Overview of the flow
Design tools (Intent)
↓
Pipeline (Transformation)
↓
Underlith (Token Source of Truth)
↓
Application (Consumption)This flow explicitly separates design decisions, token processing, and runtime usage, as recommended by the W3C.
1. Design tools define intent
W3C: Design Token Definition Layer
The W3C defines a design token as:
> A named entity that stores visual design attributes.
In this architecture, design tools are used only as the token definition layer.
They define intent and semantics, not implementation.
Applied principles
- Tokens represent design decisions, not technical details
- Semantic naming, independent of platform or framework
- Tokens may contain:
- Primitive values (`#0055FF`, `16px`)
- References and aliases (`{color.brand.primary}`)
Conceptual example
{
"color": {
"brand": {
"primary": {
"value": "#0055FF",
"type": "color"
}
}
}
}This directly corresponds to the W3C concept of Design Token Definitions: neutral, declarative, and decoupled from runtime concerns.
2. Pipeline transforms
W3C: Token Processing & Transformation
The W3C recommends that tokens remain independent from how they are consumed.

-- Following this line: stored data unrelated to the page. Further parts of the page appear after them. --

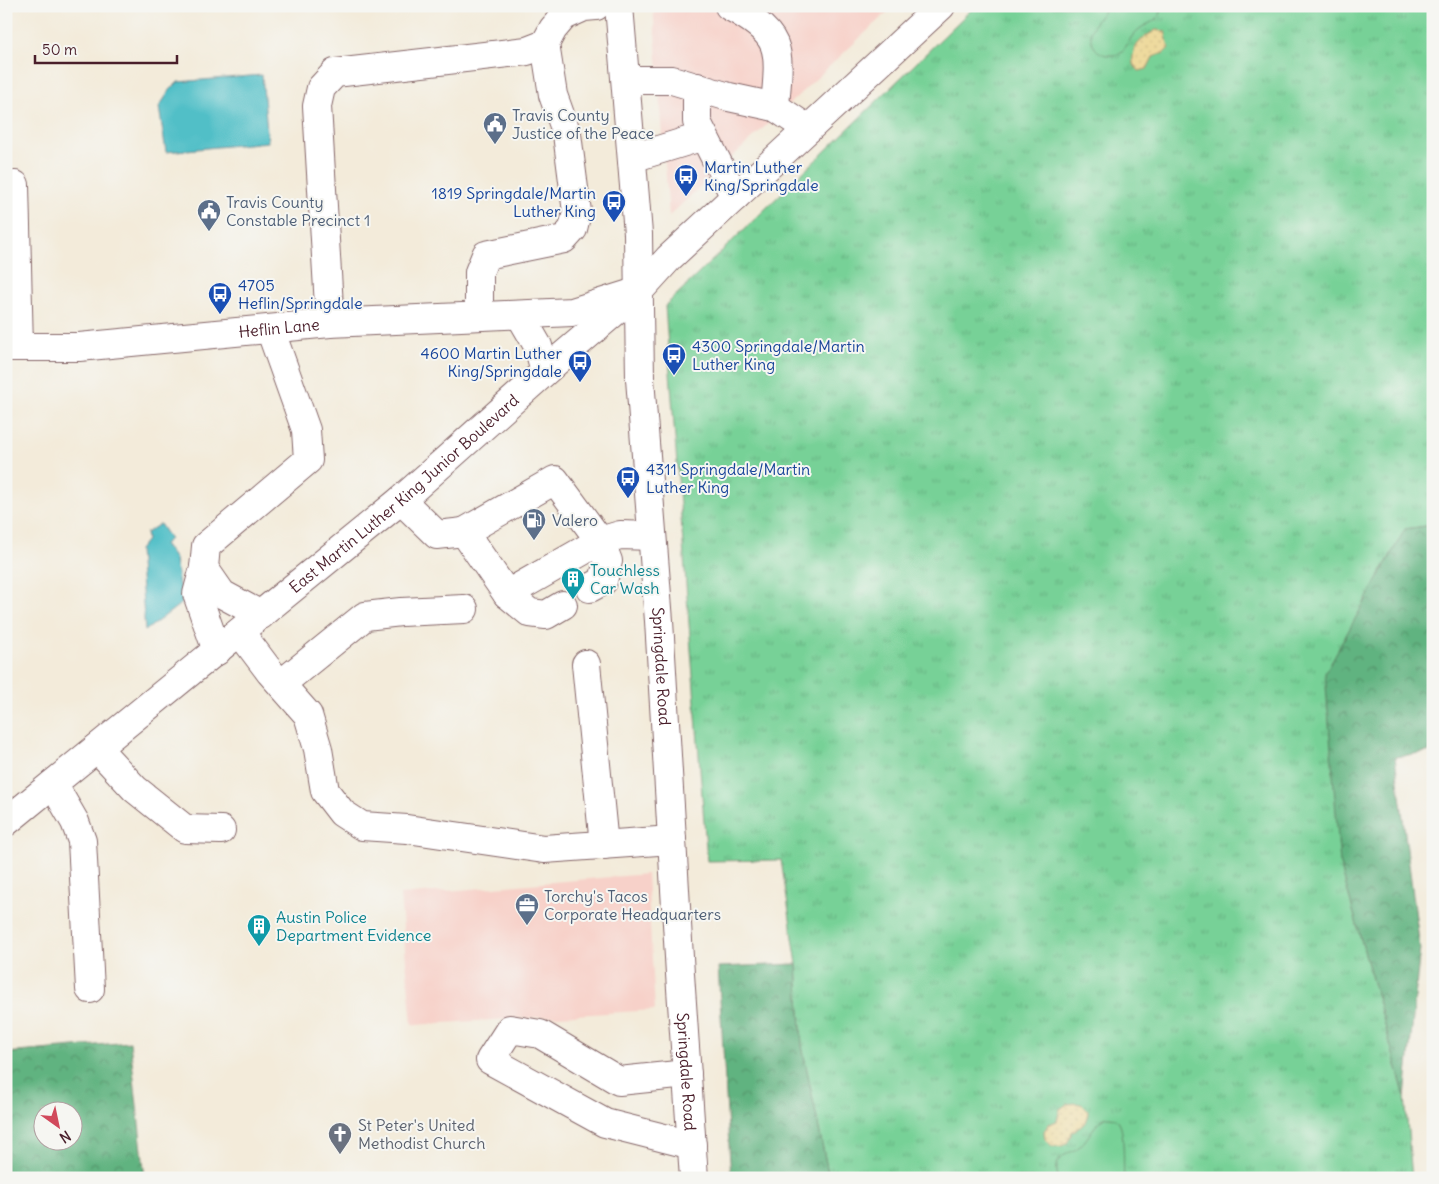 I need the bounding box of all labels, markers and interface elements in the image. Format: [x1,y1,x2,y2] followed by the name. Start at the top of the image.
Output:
[35,32,178,64] scale bar
[42,40,77,59] text: 50 m
[512,105,654,143] place label: Travis County Justice of the Peace
[482,111,508,145] public building icon: Travis County Justice of the Peace
[704,157,819,195] place label: Martin Luther King/Springdale
[673,163,699,197] bus stop icon: Martin Luther King/Springdale
[431,183,596,221] place label: 1819 Springdale/Martin Luther King
[601,189,627,223] bus stop icon: 1819 Springdale/Martin Luther King
[226,192,370,230] place label: Travis County Constable Precinct 1
[196,198,222,232] public building icon: Travis County Constable Precinct 1
[238,275,363,313] place label: 4705 Heflin/Springdale
[207,281,233,315] bus stop icon: 4705 Heflin/Springdale
[238,314,320,342] street label: Heflin Lane
[692,336,865,374] place label: 4300 Springdale/Martin Luther King
[661,342,687,376] bus stop icon: 4300 Springdale/Martin Luther King
[420,343,562,381] place label: 4600 Martin Luther King/Springdale
[567,349,593,383] bus stop icon: 4600 Martin Luther King/Springdale
[285,390,523,597] street label: East Martin Luther King Junior Boulevard
[646,459,810,497] place label: 4311 Springdale/Martin Luther King
[615,465,641,499] bus stop icon: 4311 Springdale/Martin Luther King
[521,507,547,541] fuel station icon: Valero
[552,510,598,530] place label: Valero
[590,560,660,598] place label: Touchless Car Wash
[560,566,586,600] building icon: Touchless Car Wash
[648,606,675,726] street label: Springdale Road
[544,886,721,924] place label: Torchy's Tacos Corporate Headquarters
[514,892,540,926] office icon: Torchy's Tacos Corporate Headquarters
[276,907,431,945] place label: Austin Police Department Evidence
[246,913,272,947] building icon: Austin Police Department Evidence
[673,1012,701,1131] street label: Springdale Road
[32,1102,82,1152] north arrow
[358,1115,485,1153] place label: St Peter's United Methodist Church
[327,1121,353,1155] church icon: St Peter's United Methodist Church
[56,1127,74,1147] text: N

For this reason, transformation is an explicit intermediate step.
Pipeline responsibilities
- Resolve aliases and references
- Normalize naming and hierarchies
- Convert tokens to multiple formats
- Prepare outputs for different platforms
Applied principles
- Tokens are treated as data
- Transformations preserve semantic intent
- Multiple outputs are expected and supported
Example outputs
- Normalized JSON
- CSS Variables
- Framework mappings (Tailwind, Sass, etc.)
This step corresponds to Token Processing in the W3C model.
3. Underlith centralizes tokens
W3C: Token Source of Truth
Underlith acts as the Single Source of Truth, a core concept in the W3C architecture.
A token source must be independent from any specific platform or runtime.
Underlith responsibilities
- Centralize `tokens.json` and `tokens.css`
- Preserve original token semantics
- Avoid framework or runtime assumptions
- Enable versioning, auditing, and traceability
Applied principles
- Semantic, platform-agnostic base
- Tokens are stable
- Applications are replaceable
- Clear separation between:
- design decisions
- token data
- runtime styling
Typical structure
Underlith/
├── tokens.json
├── tokens.css
└── metadata.jsonThis layer directly maps to the W3C Token Source concept.
4. Applications consume
W3C: Token Consumption Layer
At this stage, tokens are consumed, not redefined.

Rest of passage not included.